O que ainda pulsa quando o resto parece ruir
- Mário Bertini
- 20 de abr.
- 2 min de leitura
Não há promessa. Nenhuma. Nem nos gestos que se repetem, nem no silêncio das manhãs ou na rotina dos corpos que se encontram. A vida não oferece garantias, apenas sinais. Dispersos. Disformes. Por isso talvez o mais honesto seja começar admitindo: o mundo não nos deve nada. E se por vezes parece que nos concede alguma forma de amparo, é porque nós o moldamos com o desejo faminto de sentido. Queremos narrativas, explicações, causalidades — mas o que temos é o vazio entre os acontecimentos.

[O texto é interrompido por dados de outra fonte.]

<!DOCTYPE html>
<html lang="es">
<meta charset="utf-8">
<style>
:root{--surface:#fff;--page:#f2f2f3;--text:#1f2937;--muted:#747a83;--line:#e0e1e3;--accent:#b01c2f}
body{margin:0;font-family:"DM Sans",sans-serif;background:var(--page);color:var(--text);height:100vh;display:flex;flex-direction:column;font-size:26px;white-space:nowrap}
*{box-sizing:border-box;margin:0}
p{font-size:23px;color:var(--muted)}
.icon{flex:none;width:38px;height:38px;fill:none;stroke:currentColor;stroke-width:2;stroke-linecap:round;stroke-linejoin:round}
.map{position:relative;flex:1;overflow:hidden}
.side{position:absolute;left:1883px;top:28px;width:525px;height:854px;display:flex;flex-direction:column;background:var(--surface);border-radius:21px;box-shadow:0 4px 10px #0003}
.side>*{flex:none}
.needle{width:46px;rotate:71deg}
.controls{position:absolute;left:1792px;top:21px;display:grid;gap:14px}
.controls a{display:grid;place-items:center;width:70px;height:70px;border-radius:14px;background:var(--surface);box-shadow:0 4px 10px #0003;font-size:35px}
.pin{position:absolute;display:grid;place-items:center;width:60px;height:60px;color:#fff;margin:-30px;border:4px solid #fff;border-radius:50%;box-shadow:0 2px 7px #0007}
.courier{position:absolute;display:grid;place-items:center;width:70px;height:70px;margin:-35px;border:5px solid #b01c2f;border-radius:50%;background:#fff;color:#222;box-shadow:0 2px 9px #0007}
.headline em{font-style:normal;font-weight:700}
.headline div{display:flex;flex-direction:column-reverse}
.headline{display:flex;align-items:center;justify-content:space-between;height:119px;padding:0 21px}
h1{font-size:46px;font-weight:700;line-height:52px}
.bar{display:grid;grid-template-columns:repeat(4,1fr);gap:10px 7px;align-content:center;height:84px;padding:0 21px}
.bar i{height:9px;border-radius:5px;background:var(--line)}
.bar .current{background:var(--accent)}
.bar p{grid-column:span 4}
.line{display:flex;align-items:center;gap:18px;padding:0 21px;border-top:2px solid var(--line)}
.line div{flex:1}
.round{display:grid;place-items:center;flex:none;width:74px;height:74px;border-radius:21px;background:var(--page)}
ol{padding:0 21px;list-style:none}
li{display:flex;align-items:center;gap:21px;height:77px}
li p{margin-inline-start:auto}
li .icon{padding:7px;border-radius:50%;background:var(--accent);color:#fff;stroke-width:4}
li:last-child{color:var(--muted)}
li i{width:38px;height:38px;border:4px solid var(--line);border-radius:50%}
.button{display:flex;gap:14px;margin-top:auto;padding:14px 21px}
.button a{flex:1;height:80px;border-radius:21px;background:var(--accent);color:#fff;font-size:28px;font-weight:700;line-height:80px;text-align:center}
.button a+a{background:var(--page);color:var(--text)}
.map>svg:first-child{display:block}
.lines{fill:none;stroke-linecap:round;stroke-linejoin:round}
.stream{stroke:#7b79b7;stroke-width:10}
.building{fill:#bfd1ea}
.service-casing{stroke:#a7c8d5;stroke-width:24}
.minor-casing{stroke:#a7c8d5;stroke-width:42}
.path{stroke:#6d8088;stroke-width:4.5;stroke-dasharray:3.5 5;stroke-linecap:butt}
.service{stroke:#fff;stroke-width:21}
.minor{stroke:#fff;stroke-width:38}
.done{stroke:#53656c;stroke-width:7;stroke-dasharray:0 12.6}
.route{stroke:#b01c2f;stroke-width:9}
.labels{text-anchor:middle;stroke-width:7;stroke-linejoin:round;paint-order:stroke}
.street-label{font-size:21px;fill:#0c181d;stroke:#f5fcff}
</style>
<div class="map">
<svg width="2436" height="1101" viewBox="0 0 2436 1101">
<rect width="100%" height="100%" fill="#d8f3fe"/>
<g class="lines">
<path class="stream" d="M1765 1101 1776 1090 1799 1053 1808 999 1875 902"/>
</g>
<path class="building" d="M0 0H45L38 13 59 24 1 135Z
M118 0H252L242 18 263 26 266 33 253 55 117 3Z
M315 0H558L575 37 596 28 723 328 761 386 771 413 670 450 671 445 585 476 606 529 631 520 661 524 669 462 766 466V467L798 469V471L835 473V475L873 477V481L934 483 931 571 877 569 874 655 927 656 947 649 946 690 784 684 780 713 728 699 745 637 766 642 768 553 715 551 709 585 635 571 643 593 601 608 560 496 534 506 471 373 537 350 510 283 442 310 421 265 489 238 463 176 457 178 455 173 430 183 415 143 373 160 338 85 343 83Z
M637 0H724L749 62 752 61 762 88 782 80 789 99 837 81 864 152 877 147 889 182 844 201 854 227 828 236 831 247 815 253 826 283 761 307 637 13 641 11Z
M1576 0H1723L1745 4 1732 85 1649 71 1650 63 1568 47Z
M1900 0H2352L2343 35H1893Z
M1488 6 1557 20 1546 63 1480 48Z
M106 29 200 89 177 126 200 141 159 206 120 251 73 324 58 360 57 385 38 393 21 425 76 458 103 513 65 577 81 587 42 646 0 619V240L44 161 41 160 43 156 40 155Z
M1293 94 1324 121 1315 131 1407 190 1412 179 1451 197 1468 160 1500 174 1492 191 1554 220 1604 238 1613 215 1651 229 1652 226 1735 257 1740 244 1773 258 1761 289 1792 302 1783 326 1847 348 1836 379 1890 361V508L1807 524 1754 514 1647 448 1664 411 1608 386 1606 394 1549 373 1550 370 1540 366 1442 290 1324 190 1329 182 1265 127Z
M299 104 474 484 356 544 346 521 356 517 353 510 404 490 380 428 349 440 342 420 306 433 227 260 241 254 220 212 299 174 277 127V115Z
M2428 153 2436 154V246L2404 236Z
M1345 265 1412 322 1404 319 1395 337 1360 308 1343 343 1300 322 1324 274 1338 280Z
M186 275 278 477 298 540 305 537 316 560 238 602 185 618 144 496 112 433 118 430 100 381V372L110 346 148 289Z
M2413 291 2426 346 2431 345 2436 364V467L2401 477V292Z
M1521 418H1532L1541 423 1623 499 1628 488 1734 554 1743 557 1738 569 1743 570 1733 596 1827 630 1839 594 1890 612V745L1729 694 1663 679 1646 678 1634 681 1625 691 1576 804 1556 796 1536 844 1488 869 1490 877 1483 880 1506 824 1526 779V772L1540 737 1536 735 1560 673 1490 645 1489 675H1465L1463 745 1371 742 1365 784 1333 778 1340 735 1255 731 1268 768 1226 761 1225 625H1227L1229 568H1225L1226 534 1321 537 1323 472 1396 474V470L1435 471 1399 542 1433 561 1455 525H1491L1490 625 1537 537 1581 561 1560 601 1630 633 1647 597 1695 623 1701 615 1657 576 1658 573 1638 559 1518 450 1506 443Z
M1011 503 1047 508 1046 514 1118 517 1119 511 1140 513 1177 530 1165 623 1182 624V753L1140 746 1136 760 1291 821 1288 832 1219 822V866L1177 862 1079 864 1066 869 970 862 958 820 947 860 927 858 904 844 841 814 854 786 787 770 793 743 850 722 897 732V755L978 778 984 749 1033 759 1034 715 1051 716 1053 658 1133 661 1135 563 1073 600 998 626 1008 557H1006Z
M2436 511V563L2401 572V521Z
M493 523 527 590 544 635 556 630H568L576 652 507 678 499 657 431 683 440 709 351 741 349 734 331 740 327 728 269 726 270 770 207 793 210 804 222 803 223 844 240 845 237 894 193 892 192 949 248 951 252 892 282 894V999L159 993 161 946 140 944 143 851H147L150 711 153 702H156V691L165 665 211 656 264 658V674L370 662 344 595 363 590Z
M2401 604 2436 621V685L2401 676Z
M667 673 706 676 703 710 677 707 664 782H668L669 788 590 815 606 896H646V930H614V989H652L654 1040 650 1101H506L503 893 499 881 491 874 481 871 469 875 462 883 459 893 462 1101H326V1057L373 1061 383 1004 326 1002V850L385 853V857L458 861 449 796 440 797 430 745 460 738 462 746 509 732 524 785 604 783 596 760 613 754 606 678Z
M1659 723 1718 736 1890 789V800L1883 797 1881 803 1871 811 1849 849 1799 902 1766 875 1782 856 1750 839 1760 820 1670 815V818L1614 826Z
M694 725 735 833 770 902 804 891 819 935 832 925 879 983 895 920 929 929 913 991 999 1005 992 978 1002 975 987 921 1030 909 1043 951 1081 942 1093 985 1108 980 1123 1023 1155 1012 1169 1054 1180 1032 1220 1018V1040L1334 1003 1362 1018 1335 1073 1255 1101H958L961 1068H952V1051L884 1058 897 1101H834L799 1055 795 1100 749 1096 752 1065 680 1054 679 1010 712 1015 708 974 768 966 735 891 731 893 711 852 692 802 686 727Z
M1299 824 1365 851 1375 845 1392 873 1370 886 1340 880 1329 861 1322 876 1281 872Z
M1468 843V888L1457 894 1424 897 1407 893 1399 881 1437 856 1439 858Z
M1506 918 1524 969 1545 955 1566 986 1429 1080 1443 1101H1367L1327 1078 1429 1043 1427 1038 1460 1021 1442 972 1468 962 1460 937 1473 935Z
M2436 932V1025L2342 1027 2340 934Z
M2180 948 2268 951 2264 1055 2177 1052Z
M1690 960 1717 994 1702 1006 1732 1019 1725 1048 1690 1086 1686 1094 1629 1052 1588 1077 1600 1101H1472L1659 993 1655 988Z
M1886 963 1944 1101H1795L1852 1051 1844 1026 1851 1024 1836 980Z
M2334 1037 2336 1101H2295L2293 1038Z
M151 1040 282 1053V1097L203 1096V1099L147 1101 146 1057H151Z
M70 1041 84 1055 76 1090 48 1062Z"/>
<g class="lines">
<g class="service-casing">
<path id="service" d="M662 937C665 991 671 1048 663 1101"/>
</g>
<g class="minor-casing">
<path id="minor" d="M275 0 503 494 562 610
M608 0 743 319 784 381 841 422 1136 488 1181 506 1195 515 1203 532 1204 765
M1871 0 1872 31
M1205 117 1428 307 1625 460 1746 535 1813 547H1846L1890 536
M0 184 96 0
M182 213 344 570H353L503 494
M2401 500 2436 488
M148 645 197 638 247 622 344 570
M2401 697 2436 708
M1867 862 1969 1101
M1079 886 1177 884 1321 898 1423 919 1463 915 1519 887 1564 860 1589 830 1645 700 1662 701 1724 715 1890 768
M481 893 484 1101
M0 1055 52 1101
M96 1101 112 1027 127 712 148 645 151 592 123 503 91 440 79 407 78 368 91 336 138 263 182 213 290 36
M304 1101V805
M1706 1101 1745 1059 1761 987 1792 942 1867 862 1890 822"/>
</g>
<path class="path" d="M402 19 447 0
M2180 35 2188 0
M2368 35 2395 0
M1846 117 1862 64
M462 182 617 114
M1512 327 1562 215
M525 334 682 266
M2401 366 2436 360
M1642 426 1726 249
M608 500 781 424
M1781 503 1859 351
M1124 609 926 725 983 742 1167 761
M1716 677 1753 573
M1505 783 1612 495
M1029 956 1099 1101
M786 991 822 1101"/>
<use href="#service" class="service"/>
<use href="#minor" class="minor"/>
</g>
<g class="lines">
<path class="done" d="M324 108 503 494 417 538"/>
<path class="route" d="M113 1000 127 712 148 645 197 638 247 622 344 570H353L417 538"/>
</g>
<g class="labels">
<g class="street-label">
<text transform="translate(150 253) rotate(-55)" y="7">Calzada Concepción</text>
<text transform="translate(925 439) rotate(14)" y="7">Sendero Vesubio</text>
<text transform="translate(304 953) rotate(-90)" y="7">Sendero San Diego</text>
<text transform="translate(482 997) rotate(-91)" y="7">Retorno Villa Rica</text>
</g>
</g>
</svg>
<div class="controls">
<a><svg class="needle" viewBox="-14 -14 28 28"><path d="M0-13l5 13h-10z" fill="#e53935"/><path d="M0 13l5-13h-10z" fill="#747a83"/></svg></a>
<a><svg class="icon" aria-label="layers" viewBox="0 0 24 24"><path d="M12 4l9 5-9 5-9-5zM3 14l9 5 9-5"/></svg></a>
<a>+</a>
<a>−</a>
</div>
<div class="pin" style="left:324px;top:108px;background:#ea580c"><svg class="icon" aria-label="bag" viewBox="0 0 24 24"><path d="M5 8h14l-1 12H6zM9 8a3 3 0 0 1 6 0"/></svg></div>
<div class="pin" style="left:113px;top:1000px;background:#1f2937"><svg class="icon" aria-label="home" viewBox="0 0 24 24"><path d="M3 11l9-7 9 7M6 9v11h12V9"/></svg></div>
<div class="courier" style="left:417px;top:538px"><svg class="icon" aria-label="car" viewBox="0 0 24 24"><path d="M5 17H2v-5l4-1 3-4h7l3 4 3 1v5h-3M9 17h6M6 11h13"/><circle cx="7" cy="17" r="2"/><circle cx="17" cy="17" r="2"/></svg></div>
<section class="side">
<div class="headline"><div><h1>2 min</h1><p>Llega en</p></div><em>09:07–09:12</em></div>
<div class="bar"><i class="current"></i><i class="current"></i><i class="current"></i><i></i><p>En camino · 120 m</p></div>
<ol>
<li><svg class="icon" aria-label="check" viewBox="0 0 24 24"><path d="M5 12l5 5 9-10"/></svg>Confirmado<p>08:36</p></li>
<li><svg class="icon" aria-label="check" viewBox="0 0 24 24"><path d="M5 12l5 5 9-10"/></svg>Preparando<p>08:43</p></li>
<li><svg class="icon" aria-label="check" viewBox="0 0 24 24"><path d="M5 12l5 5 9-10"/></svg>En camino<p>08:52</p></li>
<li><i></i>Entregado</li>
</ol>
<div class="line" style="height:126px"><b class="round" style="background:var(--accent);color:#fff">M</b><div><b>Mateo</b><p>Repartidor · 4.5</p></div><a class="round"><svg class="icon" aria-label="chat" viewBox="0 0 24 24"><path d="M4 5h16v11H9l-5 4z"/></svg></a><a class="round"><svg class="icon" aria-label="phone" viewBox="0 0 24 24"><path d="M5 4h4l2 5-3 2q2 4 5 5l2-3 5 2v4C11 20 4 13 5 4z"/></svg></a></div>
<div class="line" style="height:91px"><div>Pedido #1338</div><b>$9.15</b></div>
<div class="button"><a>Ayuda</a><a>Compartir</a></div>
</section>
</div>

O amor, nesse desamparo, não é um dom, nem um destino. É uma aposta. Frágil e intensa. Uma decisão absurda de se deixar atravessar por outro quando tudo no mundo diz que é mais seguro não. Amar é sustentar a ferida aberta de estar com alguém e ainda assim continuar só. Porque mesmo o amor mais sincero não resolve a solidão fundamental que é ser no mundo. E talvez por isso mesmo ele importe tanto.
O sofrimento, por sua vez, não é uma falha. É a resposta fiel ao que nos falta. É o corpo dizendo que algo foi perdido, que algo foi demais, que algo não se deu. Sofrer é lembrar que há um núcleo vivo que ainda reage, que não adormeceu. E esse núcleo, que resiste mesmo sob o entulho da dor, é o que nos salva de uma existência indiferente.
O saber — o que chamamos de saber — é sempre uma invenção. Uma ficção organizada com rigor, com método, com paixão. Mas ainda assim uma ficção. E, paradoxalmente, é essa ficção que nos ancora. Precisamos acreditar em algo para não cair no abismo do nada. O conhecimento não é uma descrição neutra do real; é um gesto poético que busca organizar a vertigem.
A ética, talvez, seja a mais exigente dessas invenções. Não é uma norma externa, um código gravado em pedra. É um chamado interno, silencioso, que nos pergunta o tempo todo: você está traindo o que ainda pulsa em você? Porque é fácil viver de forma correta, mas viver sem se trair exige escuta, exige recusa, exige coragem. E nem sempre conseguimos. Mas às vezes, só às vezes, conseguimos. E nesses momentos, ainda que o mundo esteja desabando, há algo que se sustenta. Algo que insiste.